“娘子…”盛纮试图和稀泥,语气带着恳求,“霜儿她…她毕竟怀着身孕,不能太过激动…这事…这事我们从长计议,好不好?等孩子生下来…”
“不好!”王若弗斩钉截铁地打断他,眼神坚定得让盛纮心惊,“官人,我不是在跟你商量!今日这事,没有商量的余地!要么,从此以后,这盛家后宅的规矩立起来,所有妾室所出,无论男女,皆由我这个嫡母抚养教导!林噙霜安心待产,孩子落地,即刻抱来葳蕤轩!要么…”
王若弗的目光在盛纮和林噙霜之间冷冷扫过,一字一句道:“我就带着华兰、长柏、还有我的芄兰,回我娘家去!官人你,就守着你的林小娘和她肚子里的孩子,好好过吧!也省得我这个‘不容人’的碍了你们的眼!”
这话一出,如同平地惊雷!
盛纮脸色“唰”地一下变得惨白。王若弗回娘家?还要带走嫡长子长柏和嫡长女华兰?这要是传出去,他盛纮宠妾灭妻、罔顾嫡庶、逼走正妻的名声就彻底坐实了!他的官声还要不要?他的前程还要不要?王家那边会怎么看他?朝堂上的御史言官会怎么参他?

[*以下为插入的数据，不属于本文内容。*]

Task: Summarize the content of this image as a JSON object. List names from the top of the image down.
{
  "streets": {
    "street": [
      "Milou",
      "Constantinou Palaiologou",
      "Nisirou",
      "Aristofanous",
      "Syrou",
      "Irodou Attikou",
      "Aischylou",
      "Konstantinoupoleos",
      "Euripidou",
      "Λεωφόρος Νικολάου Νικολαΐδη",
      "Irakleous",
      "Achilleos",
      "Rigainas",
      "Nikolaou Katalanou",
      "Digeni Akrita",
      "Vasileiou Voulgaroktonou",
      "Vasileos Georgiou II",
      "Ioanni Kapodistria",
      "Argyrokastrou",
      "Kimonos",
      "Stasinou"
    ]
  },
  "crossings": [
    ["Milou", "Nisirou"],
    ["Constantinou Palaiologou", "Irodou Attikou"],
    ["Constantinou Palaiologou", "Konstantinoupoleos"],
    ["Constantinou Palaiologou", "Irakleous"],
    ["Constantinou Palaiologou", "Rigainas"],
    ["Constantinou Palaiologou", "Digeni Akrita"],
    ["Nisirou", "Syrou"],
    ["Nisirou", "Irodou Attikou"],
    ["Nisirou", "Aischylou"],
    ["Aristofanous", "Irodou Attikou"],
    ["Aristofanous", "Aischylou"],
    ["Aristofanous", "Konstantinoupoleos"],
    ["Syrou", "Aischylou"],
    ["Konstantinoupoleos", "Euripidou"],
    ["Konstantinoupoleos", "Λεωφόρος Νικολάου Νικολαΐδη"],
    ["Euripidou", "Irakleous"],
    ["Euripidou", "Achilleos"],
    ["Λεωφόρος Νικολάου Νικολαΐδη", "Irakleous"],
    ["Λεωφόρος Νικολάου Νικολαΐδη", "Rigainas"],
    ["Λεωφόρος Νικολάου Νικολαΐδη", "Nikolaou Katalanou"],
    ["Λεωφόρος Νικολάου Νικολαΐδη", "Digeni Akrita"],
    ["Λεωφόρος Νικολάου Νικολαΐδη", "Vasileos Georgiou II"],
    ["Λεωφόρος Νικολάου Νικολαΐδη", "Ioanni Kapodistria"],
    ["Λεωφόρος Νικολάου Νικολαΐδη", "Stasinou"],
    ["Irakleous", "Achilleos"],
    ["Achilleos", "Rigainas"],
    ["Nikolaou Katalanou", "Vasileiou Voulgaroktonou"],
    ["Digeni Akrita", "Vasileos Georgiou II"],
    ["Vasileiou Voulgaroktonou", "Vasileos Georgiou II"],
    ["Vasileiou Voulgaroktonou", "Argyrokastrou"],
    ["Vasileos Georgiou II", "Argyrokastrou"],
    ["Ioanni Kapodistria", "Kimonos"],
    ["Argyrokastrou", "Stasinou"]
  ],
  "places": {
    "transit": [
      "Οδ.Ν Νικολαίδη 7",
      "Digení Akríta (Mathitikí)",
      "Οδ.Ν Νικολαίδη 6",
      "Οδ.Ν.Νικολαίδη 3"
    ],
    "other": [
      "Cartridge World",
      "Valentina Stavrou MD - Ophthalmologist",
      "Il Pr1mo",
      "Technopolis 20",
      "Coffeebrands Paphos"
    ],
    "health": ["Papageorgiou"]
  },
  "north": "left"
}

林噙霜也惊呆了,连哭都忘了。她万万没想到,一向冲动鲁莽、没什么心机手段的王若弗,这次竟然如此决绝,甚至不惜以“和离”相胁!这完全打乱了她的计划。
屋里死一般的寂静,只有炭盆里偶尔爆出的轻微噼啪声。
盛纮看着王若弗那双不再浑浊、反而透着决绝和清明的眼睛,第一次真切地感到了恐惧。他知道,他这个大娘子,这次是动真格的了。
他该怎么办?
此刻花厅里里,气氛比外头的寒冬还冷上几分。王若弗坐在下首的椅子上,腰背挺得笔直,脸上没了往日的急躁,反而是一种沉甸甸的冷硬。盛纮坐在书桌后,眉头拧成了疙瘩,心里头又烦又乱。
“娘子,你…你这又是何苦?”盛纮叹了口气,语气带着点疲惫和不易察觉的埋怨,“霜儿她…她不过是个柔弱女子,又怀着身孕。你身为大娘子,该有容人之量才是。若不是你一时意气跑回娘家,芄兰身边的下人怎敢如此懈怠,让她…让她差点…” 他说不下去了,想起小女儿那日烧得人事不省的样子,心里也有些后怕,但更多的,是把这过错归咎于妻子的“不容人”和“任性”。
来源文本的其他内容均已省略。